◆ **EXERCISE DIRECTIONS**
From the entries that follow, copy exactly the lines beginning at the line holding "position:relative; width:1449px; height:2209px;" and continuing through the line holding "width:19px; height:19px; translate:-50%".

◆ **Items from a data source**
----
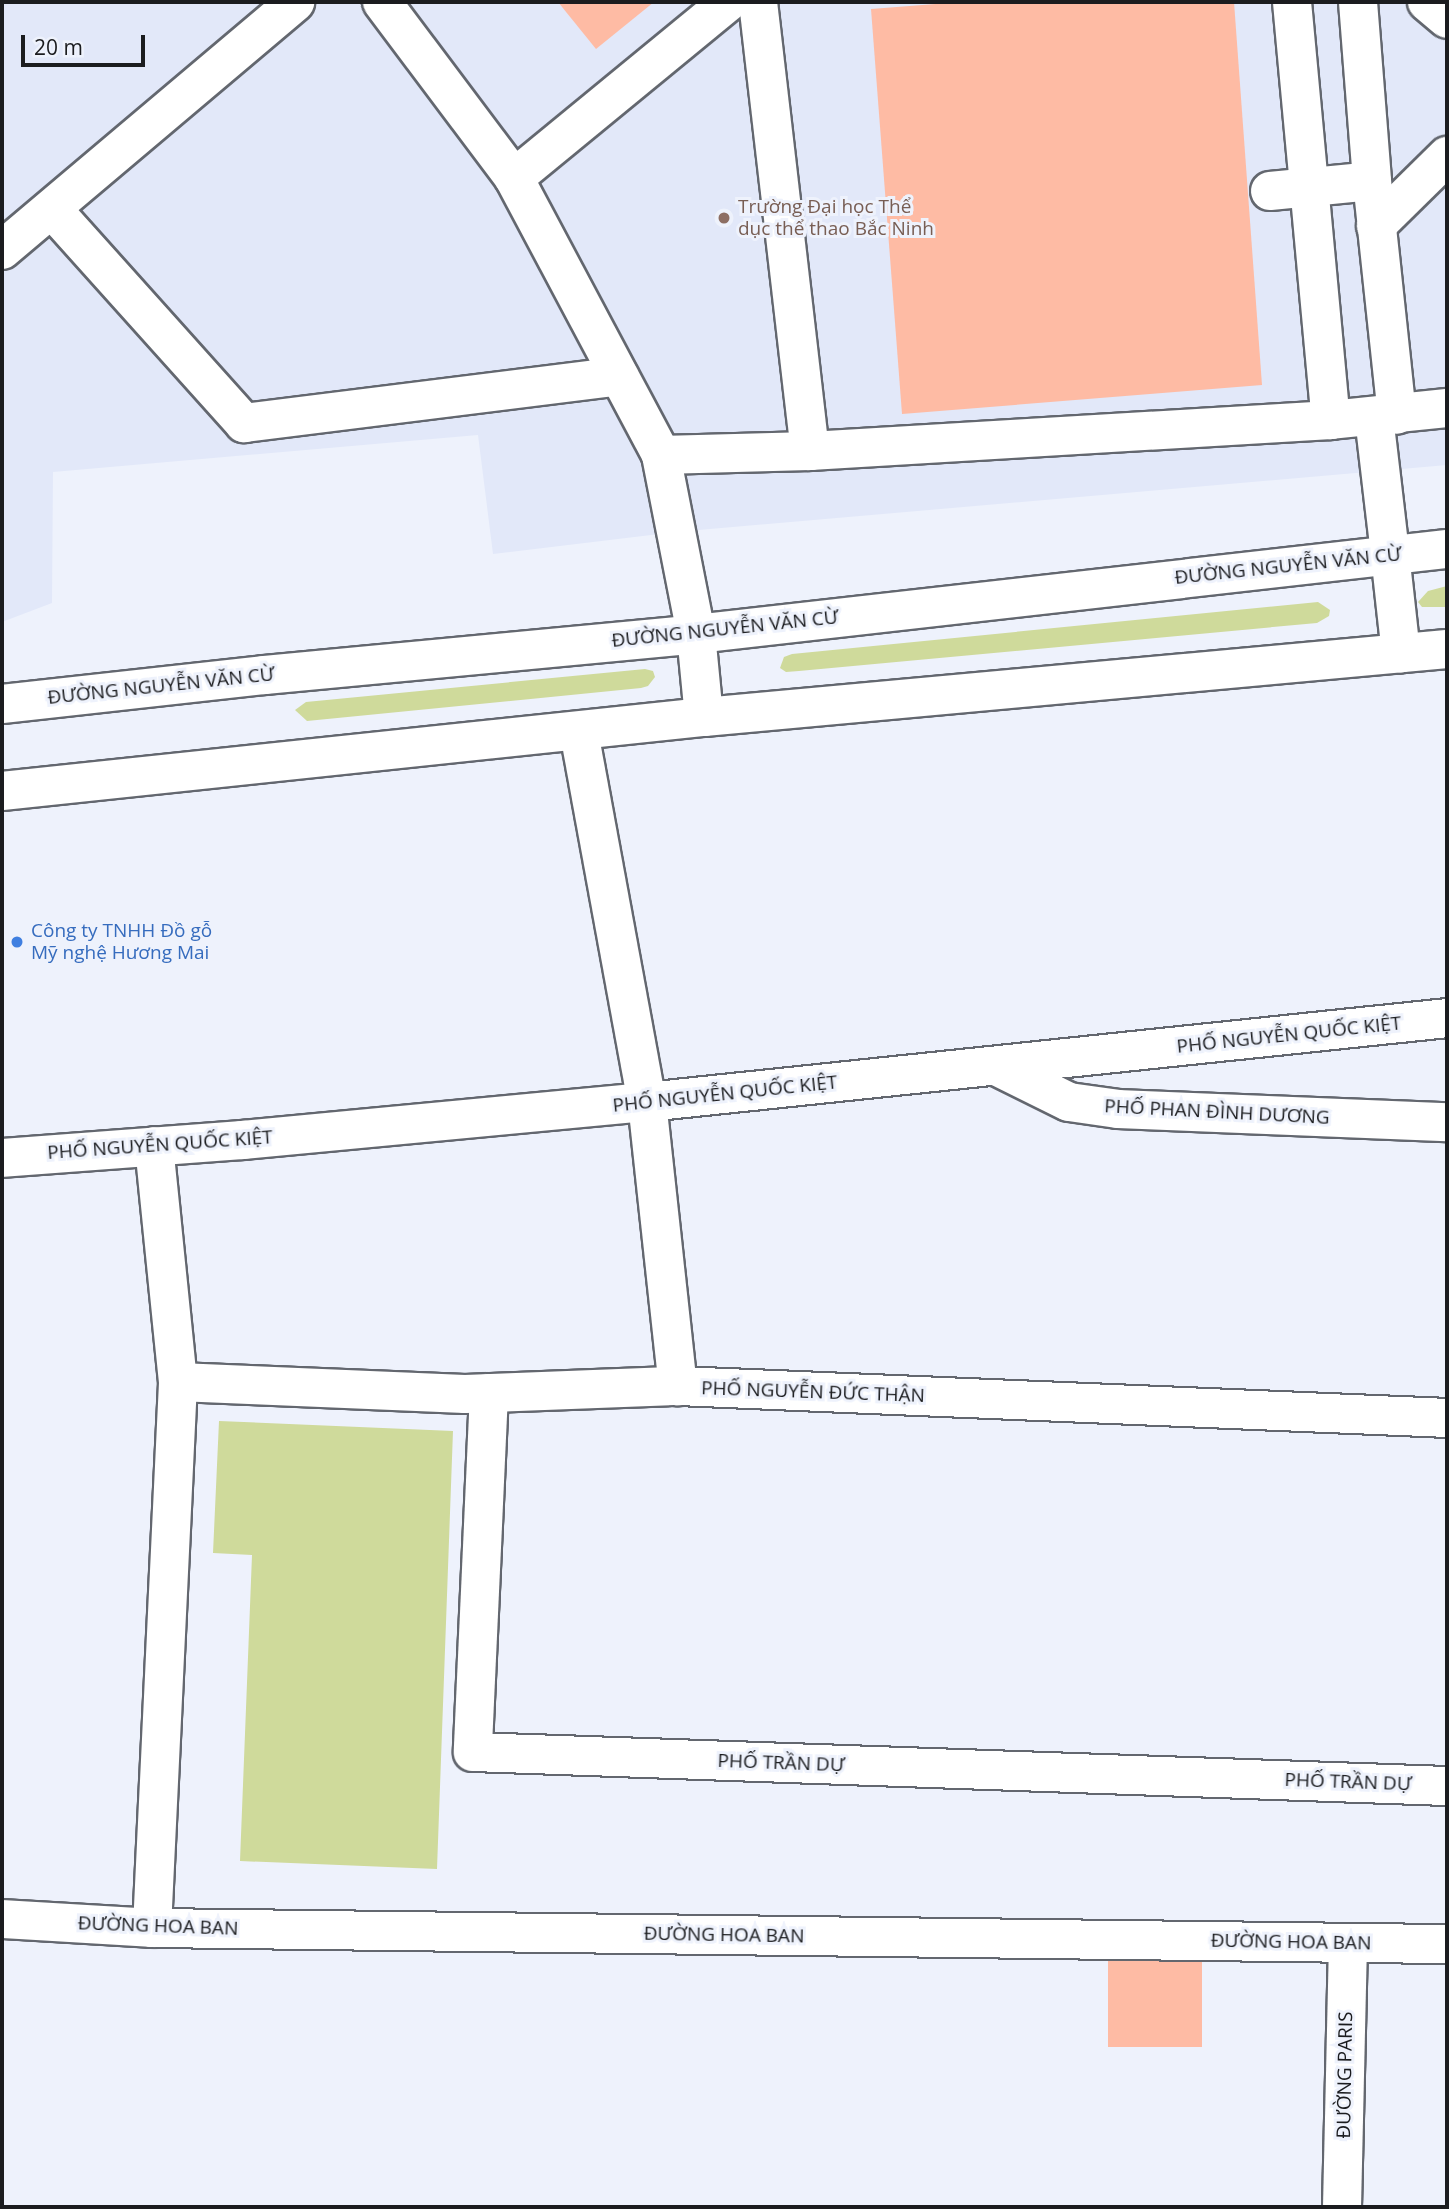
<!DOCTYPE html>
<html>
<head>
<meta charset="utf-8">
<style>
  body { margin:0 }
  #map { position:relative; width:1449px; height:2209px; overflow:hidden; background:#eef2fc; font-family:"Open Sans",sans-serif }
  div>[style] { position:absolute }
  .built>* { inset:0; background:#e2e8f9 }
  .green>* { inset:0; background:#cfda9b }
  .building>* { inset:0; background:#febba4; transform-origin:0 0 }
  .roads { filter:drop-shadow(2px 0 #63676f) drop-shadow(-2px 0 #63676f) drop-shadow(0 2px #63676f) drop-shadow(0 -2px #63676f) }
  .minor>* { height:38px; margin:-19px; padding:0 19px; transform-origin:19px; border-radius:19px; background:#fff }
  .major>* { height:38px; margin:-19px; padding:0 19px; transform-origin:19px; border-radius:19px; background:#fff }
  .dots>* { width:19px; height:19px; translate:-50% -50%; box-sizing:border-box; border:4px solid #eef2fc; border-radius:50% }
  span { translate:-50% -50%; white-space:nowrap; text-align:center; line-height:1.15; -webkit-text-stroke:6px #eef2fc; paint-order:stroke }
  .education-label { font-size:19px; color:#785e54 }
  .left { translate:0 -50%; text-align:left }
  .street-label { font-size:19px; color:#1b1c1f }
  .shop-label { font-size:19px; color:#366cbe }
  .frame { position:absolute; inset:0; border:4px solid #1b1c1f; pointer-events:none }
  .scale { position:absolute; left:21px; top:35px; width:124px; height:32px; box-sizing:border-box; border:4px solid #1b1c1f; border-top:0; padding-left:9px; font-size:21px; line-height:24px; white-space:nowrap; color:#1b1c1f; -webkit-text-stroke:5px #eef2fc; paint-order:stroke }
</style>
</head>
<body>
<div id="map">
  <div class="built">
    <i style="clip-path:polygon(2px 2px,1447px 2px,1447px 465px,676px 532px,493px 554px,478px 435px,53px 472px,52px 603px,2px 622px)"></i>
  </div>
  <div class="green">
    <i style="clip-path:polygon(1447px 586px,1447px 607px,1422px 607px,1418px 602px,1428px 591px)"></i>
    <i style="clip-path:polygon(1318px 602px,1330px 610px,1329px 616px,1317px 623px,799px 671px,786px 672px,780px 668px,784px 657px,792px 654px)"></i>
    <i style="clip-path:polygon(645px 669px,653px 671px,655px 677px,648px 686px,641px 688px,307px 721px,295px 710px,306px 702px)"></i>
    <i style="clip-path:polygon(219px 1421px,453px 1431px,437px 1869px,240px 1861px,252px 1555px,213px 1553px)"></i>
  </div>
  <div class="building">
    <i style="clip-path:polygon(558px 2px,654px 2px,596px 49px)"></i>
    <i style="clip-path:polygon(961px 2px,1234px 2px,1262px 385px,902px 414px,871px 9px)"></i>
    <i style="left:1202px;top:1949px;width:98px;height:94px;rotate:90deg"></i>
  </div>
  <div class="roads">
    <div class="minor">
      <i style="left:382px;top:2px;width:220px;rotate:53.1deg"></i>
      <i style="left:514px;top:178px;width:314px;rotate:62deg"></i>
      <i style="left:661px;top:455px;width:182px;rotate:78.9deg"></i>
      <i style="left:696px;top:634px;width:83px;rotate:84.5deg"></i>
      <i style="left:758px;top:2px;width:452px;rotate:83.4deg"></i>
      <i style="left:1292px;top:2px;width:420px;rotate:84.7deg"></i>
      <i style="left:1358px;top:2px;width:180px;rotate:85.5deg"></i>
      <i style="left:1372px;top:181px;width:235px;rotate:83.9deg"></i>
      <i style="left:1427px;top:2px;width:26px;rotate:40deg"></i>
      <i style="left:514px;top:178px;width:277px;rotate:-39.4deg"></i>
      <i style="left:1270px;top:191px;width:102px;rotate:-5.6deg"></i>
      <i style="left:52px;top:209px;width:288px;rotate:48.1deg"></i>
      <i style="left:244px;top:423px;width:378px;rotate:-7.1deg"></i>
      <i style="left:1376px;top:226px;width:100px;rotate:-44.6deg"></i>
      <i style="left:2px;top:250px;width:384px;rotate:-40.2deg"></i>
      <i style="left:1374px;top:417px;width:138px;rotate:83.3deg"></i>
      <i style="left:661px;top:455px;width:149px;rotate:-1.5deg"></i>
      <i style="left:810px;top:451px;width:522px;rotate:-3.41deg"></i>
      <i style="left:1331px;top:420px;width:117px;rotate:-5.9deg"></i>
      <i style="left:579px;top:732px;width:376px;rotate:79.6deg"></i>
      <i style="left:647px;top:1102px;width:286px;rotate:83.8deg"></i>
      <i style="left:996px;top:1066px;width:81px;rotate:26.3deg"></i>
      <i style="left:1069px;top:1102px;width:49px;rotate:8.1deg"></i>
      <i style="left:1118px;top:1109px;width:329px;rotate:2.3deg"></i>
      <i style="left:2px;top:1158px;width:242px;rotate:-4.3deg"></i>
      <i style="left:243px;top:1140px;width:406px;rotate:-5.4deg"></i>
      <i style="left:647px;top:1102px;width:804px;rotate:-5.99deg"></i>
      <i style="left:178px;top:1382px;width:287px;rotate:2.4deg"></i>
      <i style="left:465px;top:1394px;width:213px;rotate:-2.2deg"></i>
      <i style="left:678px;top:1386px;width:770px;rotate:2.38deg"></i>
      <i style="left:489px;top:1393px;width:359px;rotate:92.6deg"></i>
      <i style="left:473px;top:1752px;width:975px;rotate:2deg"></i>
      <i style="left:2px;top:1919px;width:150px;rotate:3.4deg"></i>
      <i style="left:152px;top:1928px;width:1295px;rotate:0.71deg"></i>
      <i style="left:152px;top:1928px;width:547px;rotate:-87.27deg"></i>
      <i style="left:178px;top:1382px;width:237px;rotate:-95.8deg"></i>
      <i style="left:1342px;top:2207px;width:264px;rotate:-88.7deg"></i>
    </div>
    <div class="major">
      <i style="left:1390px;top:554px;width:100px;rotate:83.7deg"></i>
      <i style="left:2px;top:704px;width:265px;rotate:-6.3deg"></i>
      <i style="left:265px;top:675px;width:433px;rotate:-5.4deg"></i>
      <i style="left:696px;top:634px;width:756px;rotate:-6.46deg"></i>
      <i style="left:2px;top:791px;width:706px;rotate:-6.02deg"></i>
      <i style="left:704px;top:717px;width:746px;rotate:-5.23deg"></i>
    </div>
  </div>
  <div class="dots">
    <i style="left:724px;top:218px;background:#8d6e63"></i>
    <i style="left:17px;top:942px;background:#3f7fe0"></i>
  </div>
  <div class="education-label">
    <span class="left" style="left:738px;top:218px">Trường Đại học Thể<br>dục thể thao Bắc Ninh</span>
  </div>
  <div class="street-label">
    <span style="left:1288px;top:566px;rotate:-6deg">ĐƯỜNG NGUYỄN VĂN CỪ</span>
    <span style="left:725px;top:629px;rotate:-6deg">ĐƯỜNG NGUYỄN VĂN CỪ</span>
    <span style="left:161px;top:686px;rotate:-6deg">ĐƯỜNG NGUYỄN VĂN CỪ</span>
    <span style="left:1289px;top:1035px;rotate:-6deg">PHỐ NGUYỄN QUỐC KIỆT</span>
    <span style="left:725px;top:1094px;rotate:-6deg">PHỐ NGUYỄN QUỐC KIỆT</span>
    <span style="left:1217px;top:1112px;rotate:3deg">PHỐ PHAN ĐÌNH DƯƠNG</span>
    <span style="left:160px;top:1145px;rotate:-4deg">PHỐ NGUYỄN QUỐC KIỆT</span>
    <span style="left:813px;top:1392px;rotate:2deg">PHỐ NGUYỄN ĐỨC THẬN</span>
    <span style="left:781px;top:1763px;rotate:2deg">PHỐ TRẦN DỰ</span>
    <span style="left:1348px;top:1782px;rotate:2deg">PHỐ TRẦN DỰ</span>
    <span style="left:158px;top:1926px;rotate:2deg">ĐƯỜNG HOA BAN</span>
    <span style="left:724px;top:1935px;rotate:1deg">ĐƯỜNG HOA BAN</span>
    <span style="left:1291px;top:1942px;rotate:1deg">ĐƯỜNG HOA BAN</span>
    <span style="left:1345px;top:2075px;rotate:-89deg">ĐƯỜNG PARIS</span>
  </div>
  <div class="shop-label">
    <span class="left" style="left:31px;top:942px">Công ty TNHH Đồ gỗ<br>Mỹ nghệ Hương Mai</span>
  </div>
  <div class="frame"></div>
  <div class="scale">20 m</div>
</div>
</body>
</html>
----
◆ **ANSWER FOR THE TASK**
  #map { position:relative; width:1449px; height:2209px; overflow:hidden; background:#eef2fc; font-family:"Open Sans",sans-serif }
  div>[style] { position:absolute }
  .built>* { inset:0; background:#e2e8f9 }
  .green>* { inset:0; background:#cfda9b }
  .building>* { inset:0; background:#febba4; transform-origin:0 0 }
  .roads { filter:drop-shadow(2px 0 #63676f) drop-shadow(-2px 0 #63676f) drop-shadow(0 2px #63676f) drop-shadow(0 -2px #63676f) }
  .minor>* { height:38px; margin:-19px; padding:0 19px; transform-origin:19px; border-radius:19px; background:#fff }
  .major>* { height:38px; margin:-19px; padding:0 19px; transform-origin:19px; border-radius:19px; background:#fff }
  .dots>* { width:19px; height:19px; translate:-50% -50%; box-sizing:border-box; border:4px solid #eef2fc; border-radius:50% }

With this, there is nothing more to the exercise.